+++ Given entries +++
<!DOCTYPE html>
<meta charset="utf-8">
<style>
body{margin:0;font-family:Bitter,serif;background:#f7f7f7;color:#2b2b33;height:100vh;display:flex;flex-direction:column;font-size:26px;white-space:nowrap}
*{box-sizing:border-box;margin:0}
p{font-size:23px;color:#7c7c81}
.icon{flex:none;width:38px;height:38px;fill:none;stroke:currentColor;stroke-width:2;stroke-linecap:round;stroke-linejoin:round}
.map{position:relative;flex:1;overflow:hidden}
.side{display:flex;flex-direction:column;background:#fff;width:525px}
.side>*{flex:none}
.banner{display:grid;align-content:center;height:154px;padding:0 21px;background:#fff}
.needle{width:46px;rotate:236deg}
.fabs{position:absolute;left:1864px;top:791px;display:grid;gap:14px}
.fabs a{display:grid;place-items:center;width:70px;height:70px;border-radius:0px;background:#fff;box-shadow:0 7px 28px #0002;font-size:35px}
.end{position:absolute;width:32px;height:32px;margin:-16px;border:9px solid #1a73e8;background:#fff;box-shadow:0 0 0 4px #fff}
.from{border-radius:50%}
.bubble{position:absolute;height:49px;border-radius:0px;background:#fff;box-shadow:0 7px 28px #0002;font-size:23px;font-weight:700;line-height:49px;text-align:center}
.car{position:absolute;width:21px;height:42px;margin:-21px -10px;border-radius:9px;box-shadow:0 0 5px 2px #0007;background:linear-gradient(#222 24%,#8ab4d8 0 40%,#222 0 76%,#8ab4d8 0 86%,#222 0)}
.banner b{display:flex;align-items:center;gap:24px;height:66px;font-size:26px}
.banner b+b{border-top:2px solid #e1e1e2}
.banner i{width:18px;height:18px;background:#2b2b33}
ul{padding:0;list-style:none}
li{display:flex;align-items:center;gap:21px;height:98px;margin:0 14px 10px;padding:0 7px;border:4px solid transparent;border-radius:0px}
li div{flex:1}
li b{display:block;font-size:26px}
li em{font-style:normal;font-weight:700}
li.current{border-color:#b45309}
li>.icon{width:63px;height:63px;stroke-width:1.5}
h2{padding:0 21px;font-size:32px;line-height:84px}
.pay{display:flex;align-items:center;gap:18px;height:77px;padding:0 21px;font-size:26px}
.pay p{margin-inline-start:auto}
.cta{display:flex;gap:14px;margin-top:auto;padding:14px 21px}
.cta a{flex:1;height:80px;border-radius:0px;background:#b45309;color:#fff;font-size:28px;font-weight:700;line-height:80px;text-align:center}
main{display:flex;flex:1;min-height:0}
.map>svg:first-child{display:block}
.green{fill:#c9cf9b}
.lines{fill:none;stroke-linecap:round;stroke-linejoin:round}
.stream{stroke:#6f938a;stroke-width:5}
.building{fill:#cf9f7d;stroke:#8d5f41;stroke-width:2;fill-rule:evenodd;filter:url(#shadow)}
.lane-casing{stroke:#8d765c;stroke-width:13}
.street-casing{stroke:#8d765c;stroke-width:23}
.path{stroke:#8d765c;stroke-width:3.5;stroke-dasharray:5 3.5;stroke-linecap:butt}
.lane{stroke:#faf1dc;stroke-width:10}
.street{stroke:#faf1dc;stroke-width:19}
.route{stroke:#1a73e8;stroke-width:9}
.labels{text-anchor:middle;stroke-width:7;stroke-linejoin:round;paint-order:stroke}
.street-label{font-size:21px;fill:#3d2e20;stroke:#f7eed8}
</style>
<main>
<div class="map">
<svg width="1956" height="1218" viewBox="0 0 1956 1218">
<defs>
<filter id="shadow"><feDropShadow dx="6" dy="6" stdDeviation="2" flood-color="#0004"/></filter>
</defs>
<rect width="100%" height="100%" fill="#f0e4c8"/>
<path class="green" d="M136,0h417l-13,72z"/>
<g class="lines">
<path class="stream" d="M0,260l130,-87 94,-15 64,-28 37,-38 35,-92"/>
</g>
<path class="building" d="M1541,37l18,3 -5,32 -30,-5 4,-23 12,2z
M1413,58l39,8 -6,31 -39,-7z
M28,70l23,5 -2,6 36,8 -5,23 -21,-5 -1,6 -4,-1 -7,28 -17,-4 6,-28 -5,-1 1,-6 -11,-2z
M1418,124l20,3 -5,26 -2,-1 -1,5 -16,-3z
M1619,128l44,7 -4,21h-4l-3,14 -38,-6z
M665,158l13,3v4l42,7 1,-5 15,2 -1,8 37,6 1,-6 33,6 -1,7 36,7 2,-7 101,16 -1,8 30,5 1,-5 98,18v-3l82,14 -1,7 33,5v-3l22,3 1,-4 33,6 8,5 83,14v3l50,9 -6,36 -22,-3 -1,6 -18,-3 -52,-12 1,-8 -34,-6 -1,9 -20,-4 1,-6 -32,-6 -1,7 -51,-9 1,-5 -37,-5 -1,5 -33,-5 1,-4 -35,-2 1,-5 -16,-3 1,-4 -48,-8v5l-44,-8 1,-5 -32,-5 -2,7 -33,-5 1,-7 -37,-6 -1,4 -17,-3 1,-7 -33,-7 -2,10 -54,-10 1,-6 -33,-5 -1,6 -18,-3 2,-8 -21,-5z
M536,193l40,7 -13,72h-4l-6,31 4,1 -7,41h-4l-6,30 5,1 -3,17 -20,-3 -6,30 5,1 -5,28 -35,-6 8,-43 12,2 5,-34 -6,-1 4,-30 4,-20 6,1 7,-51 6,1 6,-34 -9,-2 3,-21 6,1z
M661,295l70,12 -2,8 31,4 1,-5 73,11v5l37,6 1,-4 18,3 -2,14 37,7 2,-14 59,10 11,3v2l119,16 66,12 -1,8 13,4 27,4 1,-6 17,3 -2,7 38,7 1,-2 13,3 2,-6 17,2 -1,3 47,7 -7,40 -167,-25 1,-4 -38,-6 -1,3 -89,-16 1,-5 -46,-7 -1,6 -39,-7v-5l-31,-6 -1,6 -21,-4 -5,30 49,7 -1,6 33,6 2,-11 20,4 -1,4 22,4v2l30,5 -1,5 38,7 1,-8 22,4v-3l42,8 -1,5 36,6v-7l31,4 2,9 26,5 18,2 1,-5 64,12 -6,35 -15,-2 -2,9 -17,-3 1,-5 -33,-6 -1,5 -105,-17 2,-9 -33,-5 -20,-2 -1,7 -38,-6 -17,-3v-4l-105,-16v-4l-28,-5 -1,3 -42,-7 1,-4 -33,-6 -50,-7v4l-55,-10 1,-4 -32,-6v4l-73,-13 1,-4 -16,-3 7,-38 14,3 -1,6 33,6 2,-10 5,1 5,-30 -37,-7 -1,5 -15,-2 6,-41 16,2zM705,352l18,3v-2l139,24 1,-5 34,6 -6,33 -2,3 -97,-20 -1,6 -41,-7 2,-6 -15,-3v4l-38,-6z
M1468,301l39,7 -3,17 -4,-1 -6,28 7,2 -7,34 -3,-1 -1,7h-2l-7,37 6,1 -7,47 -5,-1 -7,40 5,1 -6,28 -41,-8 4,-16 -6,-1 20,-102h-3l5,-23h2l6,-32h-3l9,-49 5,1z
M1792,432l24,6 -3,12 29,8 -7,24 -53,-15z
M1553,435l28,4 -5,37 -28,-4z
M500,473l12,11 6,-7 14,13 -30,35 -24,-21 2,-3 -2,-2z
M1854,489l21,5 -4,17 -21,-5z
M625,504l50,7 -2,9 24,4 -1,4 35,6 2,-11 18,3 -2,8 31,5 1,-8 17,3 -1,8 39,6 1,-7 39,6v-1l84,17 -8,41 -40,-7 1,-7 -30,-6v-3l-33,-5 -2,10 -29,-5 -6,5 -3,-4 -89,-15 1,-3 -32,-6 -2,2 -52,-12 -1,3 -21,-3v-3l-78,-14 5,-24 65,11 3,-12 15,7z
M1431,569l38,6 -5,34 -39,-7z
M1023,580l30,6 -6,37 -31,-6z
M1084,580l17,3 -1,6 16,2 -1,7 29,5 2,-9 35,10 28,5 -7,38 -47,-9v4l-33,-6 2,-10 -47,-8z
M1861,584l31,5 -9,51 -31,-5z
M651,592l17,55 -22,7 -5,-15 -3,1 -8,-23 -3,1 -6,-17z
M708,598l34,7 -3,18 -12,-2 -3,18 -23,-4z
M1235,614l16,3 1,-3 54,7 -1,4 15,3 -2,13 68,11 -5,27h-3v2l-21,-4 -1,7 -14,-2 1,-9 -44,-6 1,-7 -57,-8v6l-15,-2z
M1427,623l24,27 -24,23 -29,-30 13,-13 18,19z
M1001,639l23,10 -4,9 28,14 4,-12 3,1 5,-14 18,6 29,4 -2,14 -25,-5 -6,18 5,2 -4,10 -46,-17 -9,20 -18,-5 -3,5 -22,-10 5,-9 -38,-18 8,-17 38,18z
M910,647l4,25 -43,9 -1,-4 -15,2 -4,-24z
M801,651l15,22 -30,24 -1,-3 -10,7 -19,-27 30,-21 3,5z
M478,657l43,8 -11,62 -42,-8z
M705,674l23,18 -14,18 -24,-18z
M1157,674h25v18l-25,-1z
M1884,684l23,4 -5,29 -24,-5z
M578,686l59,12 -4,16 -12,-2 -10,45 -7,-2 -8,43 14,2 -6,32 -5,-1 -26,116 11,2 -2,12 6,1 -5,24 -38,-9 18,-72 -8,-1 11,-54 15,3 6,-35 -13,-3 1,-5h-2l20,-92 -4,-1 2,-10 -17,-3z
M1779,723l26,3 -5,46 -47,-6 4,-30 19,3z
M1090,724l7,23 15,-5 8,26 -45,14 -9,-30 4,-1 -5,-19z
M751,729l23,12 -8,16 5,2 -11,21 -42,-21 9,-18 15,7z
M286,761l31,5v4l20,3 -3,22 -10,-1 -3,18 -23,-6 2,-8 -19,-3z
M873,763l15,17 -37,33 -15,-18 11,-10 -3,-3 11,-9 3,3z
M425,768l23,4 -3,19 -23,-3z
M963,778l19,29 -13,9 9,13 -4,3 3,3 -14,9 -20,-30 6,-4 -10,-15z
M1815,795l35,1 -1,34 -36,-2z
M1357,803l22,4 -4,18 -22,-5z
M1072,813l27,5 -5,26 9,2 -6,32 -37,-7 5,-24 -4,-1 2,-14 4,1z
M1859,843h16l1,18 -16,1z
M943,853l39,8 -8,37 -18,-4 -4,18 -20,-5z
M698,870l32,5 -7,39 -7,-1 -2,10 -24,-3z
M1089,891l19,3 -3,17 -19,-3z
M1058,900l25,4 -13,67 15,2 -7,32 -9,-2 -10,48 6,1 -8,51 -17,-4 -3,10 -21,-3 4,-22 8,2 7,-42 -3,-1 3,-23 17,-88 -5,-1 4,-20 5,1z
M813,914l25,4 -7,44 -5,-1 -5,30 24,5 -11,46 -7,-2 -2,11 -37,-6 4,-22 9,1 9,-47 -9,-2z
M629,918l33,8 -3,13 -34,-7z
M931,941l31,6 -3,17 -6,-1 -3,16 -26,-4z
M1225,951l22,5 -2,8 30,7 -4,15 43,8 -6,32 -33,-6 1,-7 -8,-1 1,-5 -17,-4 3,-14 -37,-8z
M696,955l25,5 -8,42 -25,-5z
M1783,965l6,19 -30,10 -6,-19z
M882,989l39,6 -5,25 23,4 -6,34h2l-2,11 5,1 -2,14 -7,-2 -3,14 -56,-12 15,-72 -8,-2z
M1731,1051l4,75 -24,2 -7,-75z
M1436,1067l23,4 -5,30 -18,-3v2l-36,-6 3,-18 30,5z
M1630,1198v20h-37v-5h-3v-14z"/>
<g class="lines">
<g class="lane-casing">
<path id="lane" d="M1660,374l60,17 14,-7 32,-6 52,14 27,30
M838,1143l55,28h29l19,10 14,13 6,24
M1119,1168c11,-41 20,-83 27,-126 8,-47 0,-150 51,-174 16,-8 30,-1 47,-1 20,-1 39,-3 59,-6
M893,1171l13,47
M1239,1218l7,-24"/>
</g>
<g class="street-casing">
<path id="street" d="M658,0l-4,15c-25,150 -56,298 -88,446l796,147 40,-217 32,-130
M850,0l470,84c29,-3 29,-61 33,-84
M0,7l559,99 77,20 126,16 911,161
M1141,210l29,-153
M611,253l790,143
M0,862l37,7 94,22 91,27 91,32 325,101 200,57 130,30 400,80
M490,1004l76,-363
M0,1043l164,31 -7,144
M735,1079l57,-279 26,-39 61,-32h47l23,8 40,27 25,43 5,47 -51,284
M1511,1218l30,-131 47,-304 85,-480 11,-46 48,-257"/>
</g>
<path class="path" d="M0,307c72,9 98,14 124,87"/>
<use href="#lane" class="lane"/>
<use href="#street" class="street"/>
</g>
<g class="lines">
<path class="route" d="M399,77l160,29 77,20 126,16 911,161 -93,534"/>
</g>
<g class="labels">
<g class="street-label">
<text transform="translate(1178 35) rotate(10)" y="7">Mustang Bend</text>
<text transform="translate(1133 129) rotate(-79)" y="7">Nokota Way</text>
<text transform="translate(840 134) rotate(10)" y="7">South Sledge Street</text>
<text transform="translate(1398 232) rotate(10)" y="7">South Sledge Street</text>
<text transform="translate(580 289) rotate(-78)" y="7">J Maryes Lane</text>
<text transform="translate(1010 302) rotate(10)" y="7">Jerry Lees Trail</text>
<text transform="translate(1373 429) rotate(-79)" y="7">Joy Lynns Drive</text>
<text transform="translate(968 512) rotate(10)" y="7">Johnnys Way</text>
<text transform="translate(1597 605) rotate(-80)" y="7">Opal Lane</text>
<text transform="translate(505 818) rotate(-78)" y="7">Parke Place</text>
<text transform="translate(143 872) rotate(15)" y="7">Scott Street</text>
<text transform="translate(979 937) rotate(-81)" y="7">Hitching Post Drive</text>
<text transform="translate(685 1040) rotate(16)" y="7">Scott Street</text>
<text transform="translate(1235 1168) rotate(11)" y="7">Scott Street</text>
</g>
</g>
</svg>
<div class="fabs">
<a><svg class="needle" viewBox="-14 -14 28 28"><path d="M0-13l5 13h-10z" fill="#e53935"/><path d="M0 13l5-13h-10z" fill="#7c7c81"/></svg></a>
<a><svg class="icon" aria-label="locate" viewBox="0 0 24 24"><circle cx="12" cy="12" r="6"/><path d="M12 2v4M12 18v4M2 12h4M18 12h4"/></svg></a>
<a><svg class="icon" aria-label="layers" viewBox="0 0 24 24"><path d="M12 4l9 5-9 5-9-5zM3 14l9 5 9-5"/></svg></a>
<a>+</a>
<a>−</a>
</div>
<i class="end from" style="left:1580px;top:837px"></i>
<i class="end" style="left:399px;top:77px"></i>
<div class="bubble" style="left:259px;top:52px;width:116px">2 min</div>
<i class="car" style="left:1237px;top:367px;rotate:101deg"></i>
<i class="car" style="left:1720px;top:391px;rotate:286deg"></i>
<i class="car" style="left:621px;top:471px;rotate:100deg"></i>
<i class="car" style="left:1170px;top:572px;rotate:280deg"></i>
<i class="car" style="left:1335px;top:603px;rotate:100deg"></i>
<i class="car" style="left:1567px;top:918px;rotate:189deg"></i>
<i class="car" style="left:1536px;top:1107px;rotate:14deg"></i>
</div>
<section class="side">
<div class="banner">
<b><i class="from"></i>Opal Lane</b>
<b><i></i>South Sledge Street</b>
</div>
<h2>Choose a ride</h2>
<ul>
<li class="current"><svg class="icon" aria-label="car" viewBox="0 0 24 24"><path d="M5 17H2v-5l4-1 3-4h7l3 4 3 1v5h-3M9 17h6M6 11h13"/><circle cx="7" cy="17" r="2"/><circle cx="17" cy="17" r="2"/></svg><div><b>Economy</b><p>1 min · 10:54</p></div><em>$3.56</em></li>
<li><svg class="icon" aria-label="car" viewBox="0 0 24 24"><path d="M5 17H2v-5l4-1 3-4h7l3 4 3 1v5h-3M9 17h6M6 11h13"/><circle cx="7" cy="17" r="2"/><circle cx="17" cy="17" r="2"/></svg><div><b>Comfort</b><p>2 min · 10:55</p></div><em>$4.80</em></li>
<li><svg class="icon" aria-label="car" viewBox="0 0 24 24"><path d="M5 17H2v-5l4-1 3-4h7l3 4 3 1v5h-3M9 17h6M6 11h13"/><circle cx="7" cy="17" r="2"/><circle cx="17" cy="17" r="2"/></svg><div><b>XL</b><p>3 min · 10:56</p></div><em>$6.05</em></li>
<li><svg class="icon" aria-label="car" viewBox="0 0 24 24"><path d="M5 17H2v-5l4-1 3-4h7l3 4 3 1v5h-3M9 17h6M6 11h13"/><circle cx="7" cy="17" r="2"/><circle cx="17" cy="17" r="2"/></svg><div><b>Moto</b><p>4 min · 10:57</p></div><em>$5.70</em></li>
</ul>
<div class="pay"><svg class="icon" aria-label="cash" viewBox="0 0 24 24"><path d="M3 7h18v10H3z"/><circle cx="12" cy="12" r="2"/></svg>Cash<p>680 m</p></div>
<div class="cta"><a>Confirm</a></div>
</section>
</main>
+++
• Task requirements: In which lines of the records does the word "fabs" appear? Copy each of them.

• Your solution:
.fabs{position:absolute;left:1864px;top:791px;display:grid;gap:14px}
.fabs a{display:grid;place-items:center;width:70px;height:70px;border-radius:0px;background:#fff;box-shadow:0 7px 28px #0002;font-size:35px}
<div class="fabs">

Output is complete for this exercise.